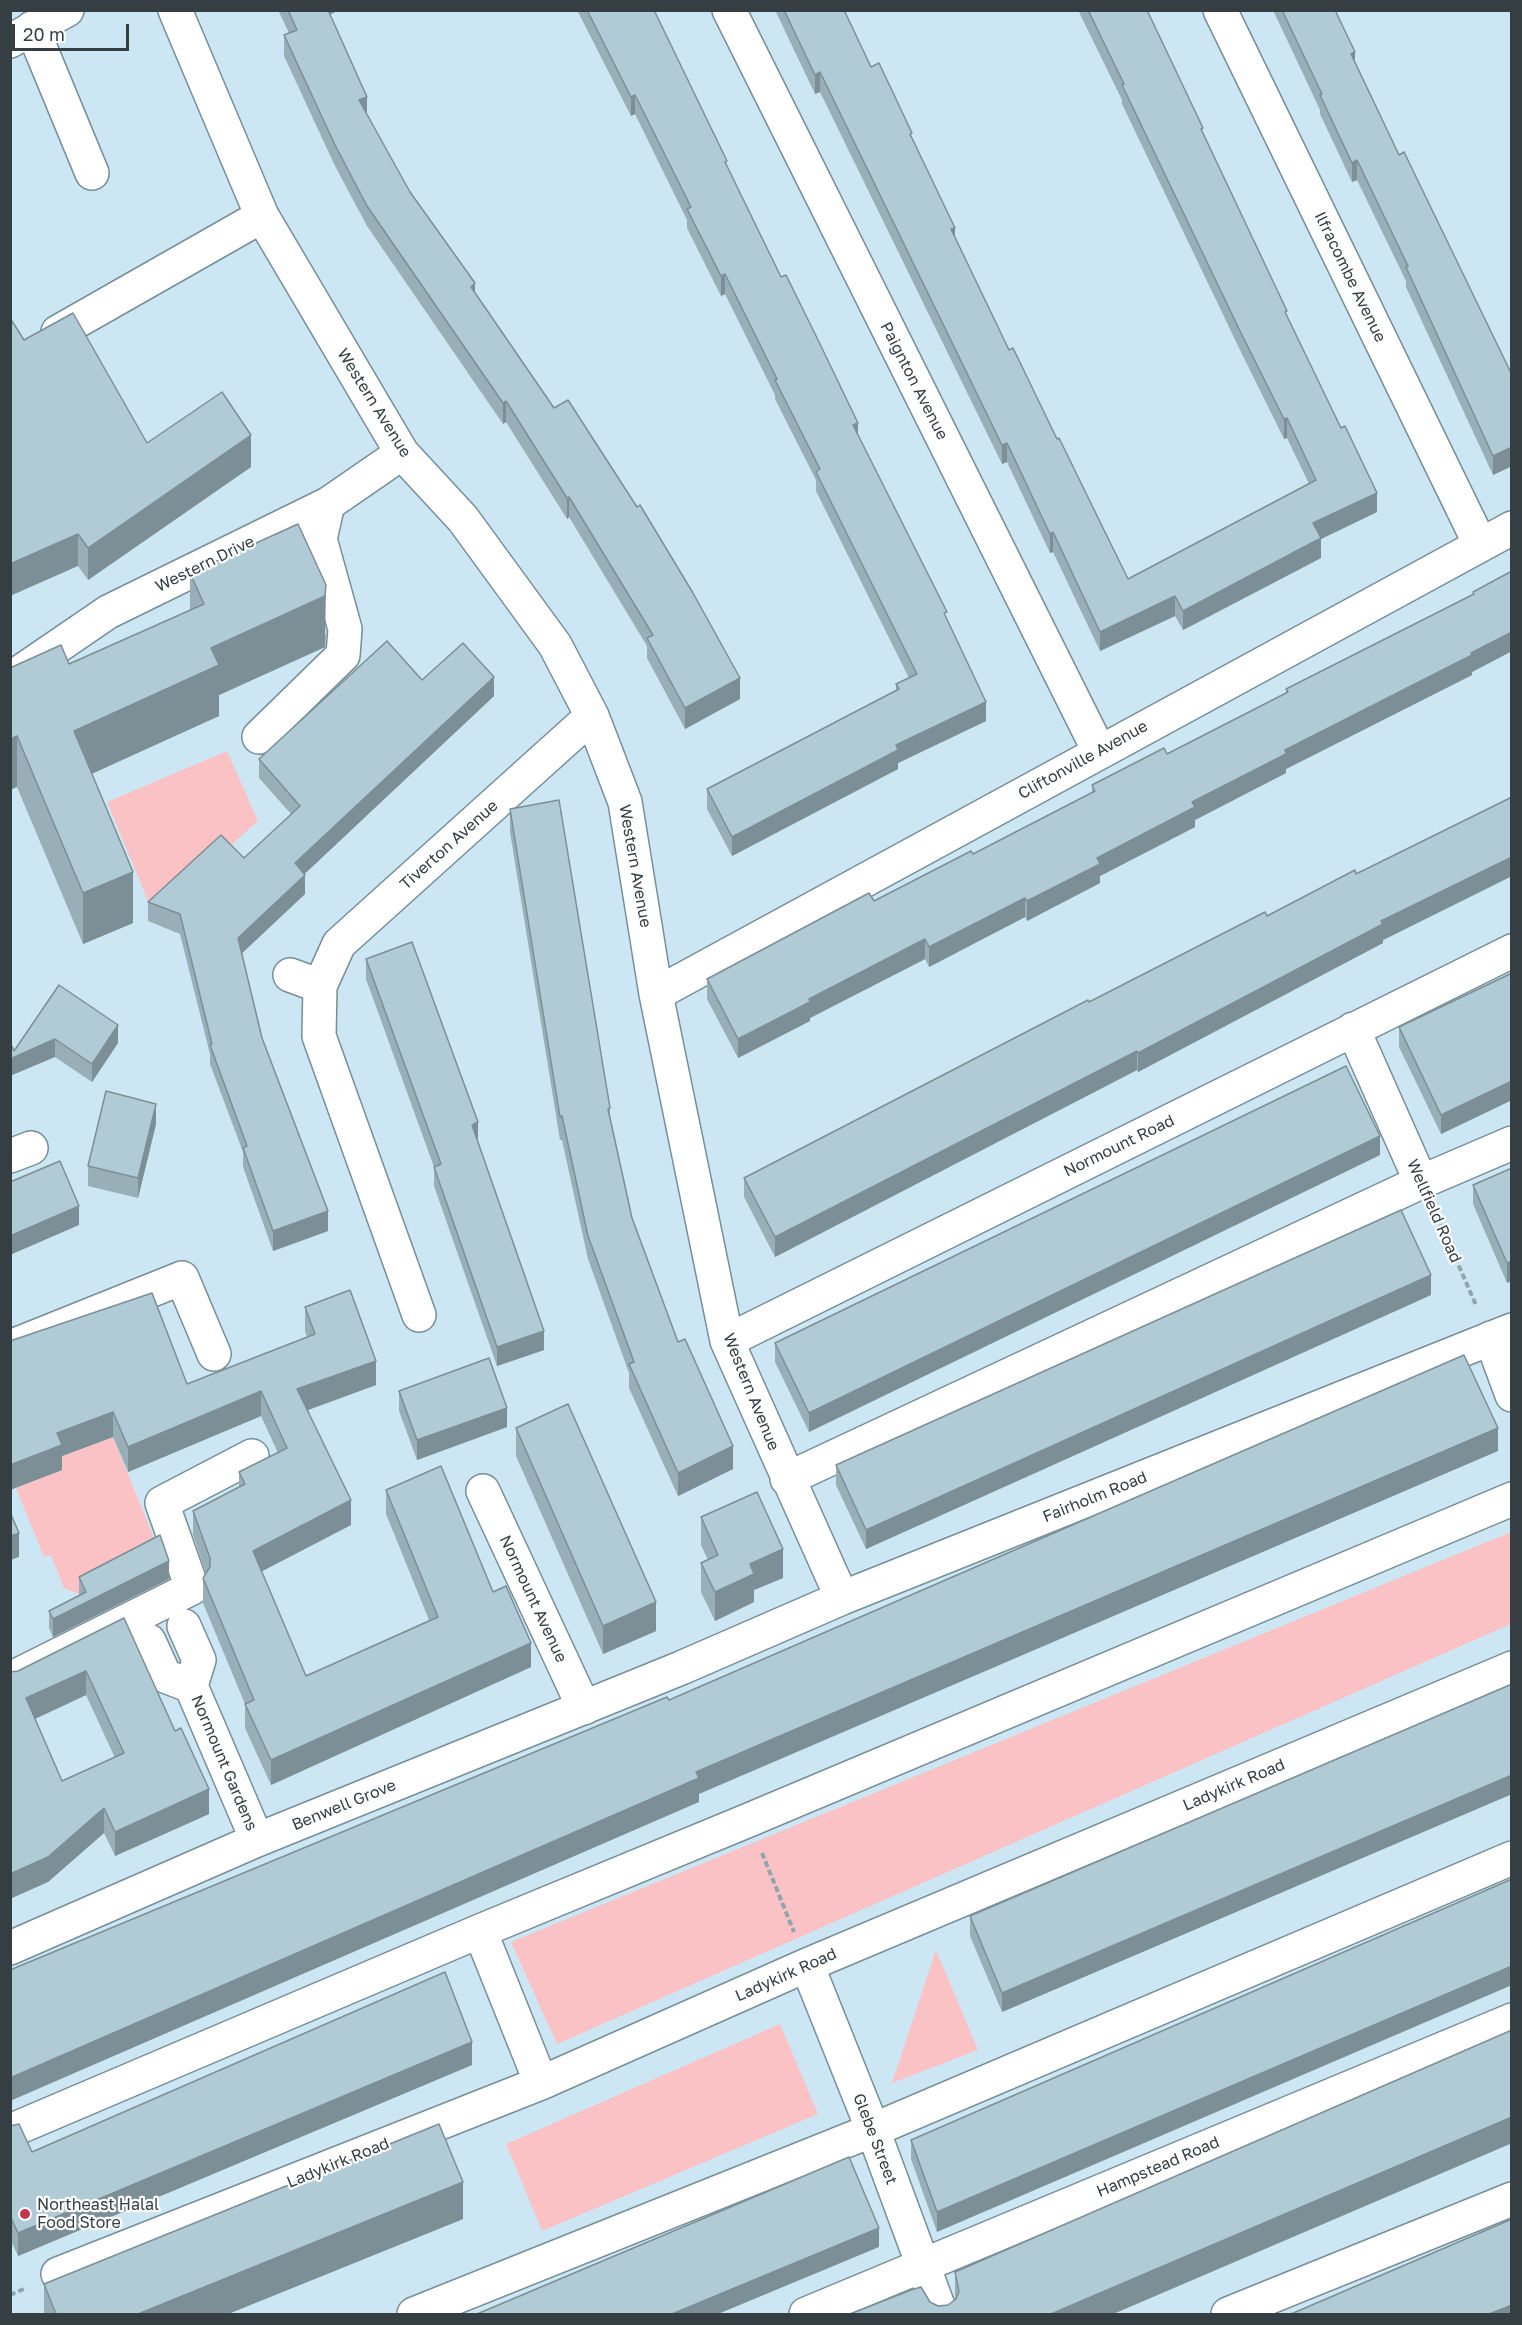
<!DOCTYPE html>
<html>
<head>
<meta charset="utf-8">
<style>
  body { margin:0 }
  #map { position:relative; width:1522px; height:2325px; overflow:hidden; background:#cce7f3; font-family:"Golos Text",sans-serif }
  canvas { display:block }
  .frame { position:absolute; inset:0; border:12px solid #343e43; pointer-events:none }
  .scale { position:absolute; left:12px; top:24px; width:117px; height:27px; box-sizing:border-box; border:3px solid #343e43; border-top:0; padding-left:8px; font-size:18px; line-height:21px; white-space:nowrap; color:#343e43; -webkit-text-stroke:4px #fff; paint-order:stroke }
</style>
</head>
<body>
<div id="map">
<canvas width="1522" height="2325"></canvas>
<div class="frame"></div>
<div class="scale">20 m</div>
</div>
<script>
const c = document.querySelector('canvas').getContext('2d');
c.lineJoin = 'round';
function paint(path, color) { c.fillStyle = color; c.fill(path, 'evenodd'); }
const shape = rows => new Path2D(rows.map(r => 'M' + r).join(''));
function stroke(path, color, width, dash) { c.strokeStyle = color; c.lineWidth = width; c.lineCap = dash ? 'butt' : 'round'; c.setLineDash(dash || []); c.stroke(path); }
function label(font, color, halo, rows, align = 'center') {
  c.font = font + ' "Golos Text",sans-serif'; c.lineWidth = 4.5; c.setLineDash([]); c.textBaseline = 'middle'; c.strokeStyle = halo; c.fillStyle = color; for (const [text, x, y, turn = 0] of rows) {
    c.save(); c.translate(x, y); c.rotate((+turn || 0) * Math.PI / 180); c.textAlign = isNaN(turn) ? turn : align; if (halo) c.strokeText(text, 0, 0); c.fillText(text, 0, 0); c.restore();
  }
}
paint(shape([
  [227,751,258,821,154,915,107,802],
  [113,1437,160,1553,79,1594,64,1588,51,1555,44,1557,16,1488,61,1470,57,1458],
  [1511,1532,1511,1624,557,2044,511,1942],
  [936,1950,978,2050,892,2083],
  [780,2024,818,2114,542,2231,506,2144]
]), '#fac2c5');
const minor = shape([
  [175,10,262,216,402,453,463,519,555,645,592,716,625,802,656,994,727,1341,842,1598],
  [729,10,1099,751],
  [1220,10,1480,544],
  [32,28,92,173],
  [10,41,67,10],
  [58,332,262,216],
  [10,679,108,612,328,504,402,453],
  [259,737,343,655,345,629,320,539,328,504],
  [290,975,320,986],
  [656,994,1512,528],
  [1353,1029,1421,1182],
  [10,1156,31,1148],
  [419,1315,319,1036,320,986,339,944,592,716],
  [1491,1338,1512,1395],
  [727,1341,1512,951],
  [10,1347,182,1278,214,1354],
  [787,1479,1421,1182,1512,1143],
  [483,1491,584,1708],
  [184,1626,199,1660,191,1686],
  [149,1641,165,1676,191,1686],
  [10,1679,192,1588,162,1503,252,1456],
  [191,1686,257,1840],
  [480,1931,541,2083],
  [10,1948,257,1840,681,1668,842,1598,1512,1330],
  [807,1965,873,2130,941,2314],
  [10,2131,480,1931,749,1820,1512,1499],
  [58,2274,541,2083,807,1965,1512,1668],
  [414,2314,873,2130,1512,1858],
  [806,2314,1512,2020],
  [1228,2314,1512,2199]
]);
stroke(minor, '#768e99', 36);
stroke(shape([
  [1437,1216,1476,1305],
  [762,1853,794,1932],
  [10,2295,26,2288]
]), '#90a5ae', 4, [6, 3]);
stroke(minor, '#fff', 33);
paint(shape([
  [278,10,339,10,330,15,367,115,410,192,475,294,740,699,685,729,647,658,647,646,569,517,567,519,506,422,503,424,367,226,335,166,284,56,284,35,289,33],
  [577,10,654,10,727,166,947,619,986,721,898,763,898,769,732,856,707,809,707,789,896,690,896,684,909,678,816,491,816,480,775,399,775,395,725,294,721,296,687,228,687,220,635,114,631,116],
  [775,10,844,10,871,67,912,139,955,237,1009,350,1057,439,1128,579,1309,484,1287,438,1284,439,1241,352,1122,104,1122,100,1078,10,1147,10,1377,512,1321,539,1321,558,1183,630,1175,616,1100,651,1053,552,1050,553,1007,462,1002,464,820,92,815,94],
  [1273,10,1335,10,1355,62,1399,155,1512,375,1512,466,1493,475,1406,287,1406,281,1357,180,1352,182,1320,114,1320,110],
  [24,340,147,443,251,467,88,580,78,566],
  [1512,571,1512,651,1472,672,1472,675,1286,769,1286,773,1195,820,1195,827,1100,876,1100,883,1027,921,1025,917,929,967,925,959,810,1018,810,1021,738,1058,707,999,707,979,973,854,1092,793,1092,785,1167,754,1286,693,1286,689,1473,594,1473,592],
  [190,573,326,635,325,647,219,695,219,716,91,773,133,923,83,944,17,787,10,668,69,664,190,610],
  [422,680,494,696,304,874,305,894,242,953,262,1038,328,1231,273,1251,243,1167,243,1152,210,1064,210,1054,180,934,148,921,148,902,244,858,291,814,259,778,259,759],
  [1512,797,1512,876,1383,940,1383,943,1138,1072,1137,1070,775,1257,744,1197,744,1178,1089,1002,1267,916,1356,874],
  [510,809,610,1108,610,1117,632,1218,678,1342,733,1469,678,1496,629,1388,629,1373,588,1259,562,1140,560,1140,510,832],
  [366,959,478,1142,544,1350,497,1366,434,1186,434,1167,366,979],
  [1512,973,1512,1100,1441,1134,1399,1047,1399,1027],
  [59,985,118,1043,92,1082,55,1057,14,1051],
  [156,1124,138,1198,88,1186,88,1166],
  [1380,1155,809,1432,775,1362,775,1343],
  [1512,1168,1507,1283,1473,1204,1473,1185],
  [1431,1295,866,1549,836,1485,836,1465],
  [305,1307,376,1385,308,1410,351,1525,261,1571,306,1676,429,1620,386,1514,386,1490,493,1592,531,1667,271,1785,245,1728,245,1704,203,1603,203,1578,206,1573,193,1535,193,1511,239,1487,239,1472,278,1453,261,1416,128,1472,113,1437,62,1456,62,1470,10,1490,10,1341,187,1384,307,1337,305,1331],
  [399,1391,507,1427,417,1460,399,1411],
  [516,1428,656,1631,603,1654,516,1456],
  [701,1517,783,1578,754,1590,754,1602,715,1621,701,1592,701,1563,708,1560,701,1545],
  [79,1577,169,1579,53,1637,49,1628,49,1611,79,1595],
  [124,1618,209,1814,115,1856,104,1833,48,1882,18,1671],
  [86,1695,115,1758,62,1781,35,1719],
  [1512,1684,1512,1794,1002,2012,970,1936,970,1916],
  [1512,1879,937,2232,911,2159,911,2140],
  [472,2065,18,2256,10,2239,10,2126,32,2152],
  [1512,2143,1113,2314,850,2314,930,2302,938,2306,948,2305,955,2299,955,2272],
  [463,2219,228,2314,44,2314,44,2284]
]), '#98afb8');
paint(shape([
  [322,10,339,10,322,18],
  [1355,52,1355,72,1351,54],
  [820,72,820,92,815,94,815,75],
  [635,95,635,114,631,116,631,97],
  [367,97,367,117,359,100],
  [1357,160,1357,180,1352,182,1352,163],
  [955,228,955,247,951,229],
  [725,274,725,294,721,296,721,276],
  [475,283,475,304,471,287],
  [506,401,506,422,503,424,503,403],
  [1287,418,1287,438,1284,439,1284,419],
  [858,423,858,443,853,425],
  [251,435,251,467,88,580,88,548],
  [1007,443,1007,462,1002,464,1002,445],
  [1512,447,1512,466,1493,475,1493,456],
  [1377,493,1377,512,1321,539,1321,558,1183,630,1183,611,1313,523],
  [569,497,569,517,567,519,567,498],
  [1053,532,1053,552,1050,553,1050,534],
  [78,534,78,566,10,596,10,564],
  [326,585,325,647,219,695,219,716,74,782,74,731,211,648],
  [1175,596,1175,616,1100,651,1100,632],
  [1512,632,1512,651,1472,672,1472,675,1286,769,1286,773,1195,820,1195,827,1100,876,1100,883,1027,921,1027,901,1097,858,1192,802,1285,750],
  [494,677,494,696,295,883,295,863],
  [740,678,740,699,685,729,685,708],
  [986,702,986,721,898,763,898,769,732,856,732,837,896,745],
  [17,736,17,787,10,790,10,739],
  [1512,857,1512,876,1383,940,1383,943,1138,1072,1138,1053,1381,921],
  [133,872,133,923,83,944,83,893],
  [305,875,305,894,238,957,238,938],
  [1025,898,1025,917,929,967,929,947],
  [925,939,925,959,810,1018,810,1021,738,1058,738,1039,809,999],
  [118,1025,118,1043,92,1082,92,1064],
  [55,1039,55,1057,10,1076,10,1059],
  [1137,1051,1137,1070,775,1257,775,1237],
  [1512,1081,1512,1100,1441,1134,1441,1115],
  [156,1104,156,1124,138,1198,138,1178],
  [478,1122,478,1142,472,1125],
  [1380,1136,1380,1155,809,1432,809,1413],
  [79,1206,79,1225,10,1255,10,1236],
  [328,1211,328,1231,273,1251,273,1231],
  [1512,1261,1512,1281,1507,1283,1507,1263],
  [1431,1275,1431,1295,866,1549,866,1530],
  [544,1331,544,1350,497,1366,497,1347],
  [376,1361,376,1385,297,1414,297,1389],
  [261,1391,261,1416,128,1472,128,1447],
  [507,1408,507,1427,417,1460,417,1440],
  [113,1412,113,1437,62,1456,62,1470,10,1490,10,1465,57,1433],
  [1498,1428,1498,1451,699,1794,699,1802,10,2101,10,2078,696,1772],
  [733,1446,733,1469,678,1496,678,1473],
  [351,1500,351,1525,253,1576,253,1551],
  [19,1533,19,1557,10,1560,10,1536],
  [783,1549,783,1578,754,1590,754,1602,715,1621,715,1592,750,1564],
  [169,1561,169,1579,53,1637,53,1619],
  [656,1602,656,1631,603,1654,603,1626],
  [531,1643,531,1667,271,1785,271,1760],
  [86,1671,86,1695,26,1723,26,1698],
  [1512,1775,1512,1794,1002,2012,1002,1993],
  [209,1789,209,1814,115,1856,115,1832],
  [104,1808,104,1833,48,1882,10,1899,10,1874],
  [1512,1966,1512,1985,937,2232,937,2212],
  [472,2042,472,2065,18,2256,18,2233],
  [1512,2117,1512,2143,1113,2314,1051,2314],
  [463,2182,463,2219,228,2314,138,2314],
  [879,2228,879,2247,718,2314,672,2314],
  [1512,2305,1512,2314,1489,2314]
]), '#7c8e96');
const building = shape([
  [288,10,328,10,367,97,359,100,410,192,475,283,471,287,554,408,568,400,637,507,640,505,693,593,740,678,685,708,647,638,653,635,569,497,567,498,506,401,503,403,367,206,335,145,284,35,297,30,288,10],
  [587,10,654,10,727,161,725,162,781,277,786,275,819,342,858,423,853,425,947,612,944,613,986,702,896,745,898,750,732,837,707,789,899,689,896,684,917,674,816,472,820,469,775,380,777,379,725,274,721,276,687,209,691,207,635,95,631,97,587,10],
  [784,10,844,10,871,67,879,63,912,133,910,134,955,228,951,229,1009,350,1013,348,1057,439,1059,438,1128,579,1316,480,1287,418,1284,419,1241,333,1122,85,1124,84,1088,10,1147,10,1203,128,1201,129,1287,311,1285,312,1341,428,1345,426,1377,493,1313,523,1321,538,1183,611,1175,596,1100,632,1053,532,1050,534,1007,443,1002,445,820,72,815,75,784,10],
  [1282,10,1335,10,1355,52,1351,54,1399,155,1404,152,1512,375,1512,447,1493,456,1406,267,1408,266,1357,160,1352,163,1320,95,1322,94,1282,10],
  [73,313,147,443,222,392,251,435,88,548,78,534,10,564,10,318,24,340,73,313],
  [298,524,326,585,325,596,211,648,219,665,74,731,133,872,83,893,17,736,10,739,10,668,61,645,69,664,204,604,190,573,298,524],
  [1512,571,1512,632,1471,653,1472,655,1285,750,1286,754,1192,802,1195,807,1097,858,1100,864,1027,901,1025,898,929,947,925,939,809,999,810,1002,738,1039,707,979,869,893,874,901,971,851,973,854,1095,791,1092,785,1164,748,1167,754,1288,692,1286,689,1474,594,1473,592,1512,571],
  [387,641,422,680,463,643,494,677,295,863,305,875,238,938,262,1038,328,1211,273,1231,243,1148,247,1146,210,1045,212,1044,180,914,148,902,221,835,244,858,300,806,259,759,387,641],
  [1512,797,1512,857,1381,921,1383,924,1138,1053,1137,1051,775,1237,744,1178,1088,1000,1089,1002,1265,912,1267,916,1355,870,1356,874,1512,797],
  [559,800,610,1108,608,1109,632,1218,678,1342,685,1339,733,1446,678,1473,629,1364,634,1362,588,1236,562,1116,560,1117,510,809,559,800],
  [412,942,478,1122,472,1125,544,1331,497,1347,434,1167,441,1164,366,959,412,942],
  [1512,973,1512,1081,1441,1115,1399,1027,1512,973],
  [59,985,118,1025,92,1064,55,1039,10,1059,10,1042,14,1051,59,985],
  [1346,1066,1380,1136,809,1413,775,1343,1346,1066],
  [106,1091,156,1104,138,1178,88,1166,106,1091],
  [60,1161,79,1206,10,1236,10,1182,60,1161],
  [1512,1168,1512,1261,1507,1263,1473,1185,1512,1168],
  [1401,1210,1431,1275,866,1530,836,1465,1401,1210],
  [350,1290,376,1361,297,1389,351,1500,253,1551,306,1676,438,1617,386,1490,441,1466,493,1592,506,1586,531,1643,271,1760,245,1704,254,1700,203,1578,210,1567,210,1558,193,1511,245,1484,239,1472,287,1448,261,1391,128,1447,113,1412,57,1433,62,1445,10,1465,10,1341,152,1293,187,1384,315,1334,305,1307,350,1290],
  [1464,1355,1498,1428,696,1772,699,1778,10,2078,10,1970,667,1697,669,1700,1464,1355],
  [489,1358,507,1408,417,1440,399,1391,489,1358],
  [568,1404,656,1602,603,1626,516,1428,568,1404],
  [757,1492,783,1549,750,1564,754,1574,715,1592,701,1563,718,1555,701,1517,757,1492],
  [10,1512,19,1533,10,1536,10,1512],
  [160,1535,169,1561,53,1619,49,1611,86,1592,79,1577,160,1535],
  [124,1618,175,1731,181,1728,209,1789,115,1832,104,1808,48,1857,10,1874,10,1672,18,1671,124,1618],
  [86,1671,124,1753,62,1781,26,1698,86,1671],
  [1512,1684,1512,1775,1002,1993,970,1916,1512,1684],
  [1512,1879,1512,1966,937,2212,911,2140,1512,1879],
  [445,1972,472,2042,18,2233,10,2216,10,2126,19,2124,32,2152,445,1972],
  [1512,2030,1512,2117,1051,2314,850,2314,911,2290,921,2287,930,2302,938,2306,948,2305,956,2299,959,2291,955,2272,1512,2030],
  [439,2124,463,2182,138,2314,56,2314,44,2284,439,2124],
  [849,2157,879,2228,672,2314,477,2314,849,2157],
  [1512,2219,1512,2305,1489,2314,1291,2314,1512,2219]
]);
paint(building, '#b1cbd6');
stroke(building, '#7c8e96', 1.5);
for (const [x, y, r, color] of [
  [25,2214,6,"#c4344f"]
]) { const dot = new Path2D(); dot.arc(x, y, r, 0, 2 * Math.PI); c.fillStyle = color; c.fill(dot); stroke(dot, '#fff', 2); }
label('16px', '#343e43', '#fff', [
  ["Ilfracombe Avenue",1350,277,64],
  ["Paignton Avenue",914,381,63],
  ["Western Avenue",374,403,58],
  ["Western Drive",205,564,-26],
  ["Cliftonville Avenue",1083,760,-29],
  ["Tiverton Avenue",449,845,-42],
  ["Western Avenue",635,866,80],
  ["Normount Road",1119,1146,-26],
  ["Wellfield Road",1434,1211,66],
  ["Western Avenue",751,1392,68],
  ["Fairholm Road",1095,1497,-22],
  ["Normount Avenue",533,1599,65],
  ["Normount Gardens",224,1763,67],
  ["Ladykirk Road",1234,1785,-23],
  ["Benwell Grove",344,1805,-22],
  ["Ladykirk Road",786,1975,-24],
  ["Glebe Street",875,2139,69],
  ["Ladykirk Road",338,2163,-22],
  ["Hampstead Road",1158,2167,-23]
]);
label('16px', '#343e43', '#fff', [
  ["Northeast Halal",37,2205],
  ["Food Store",37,2223]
], 'left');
</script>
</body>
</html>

▬▬▬▬▬▬

● PROBLEM
In which lines of the records does the word "rows" appear? Copy each of them.

● RESPONSE
const shape = rows => new Path2D(rows.map(r => 'M' + r).join(''));
function label(font, color, halo, rows, align = 'center') {
  c.font = font + ' "Golos Text",sans-serif'; c.lineWidth = 4.5; c.setLineDash([]); c.textBaseline = 'middle'; c.strokeStyle = halo; c.fillStyle = color; for (const [text, x, y, turn = 0] of rows) {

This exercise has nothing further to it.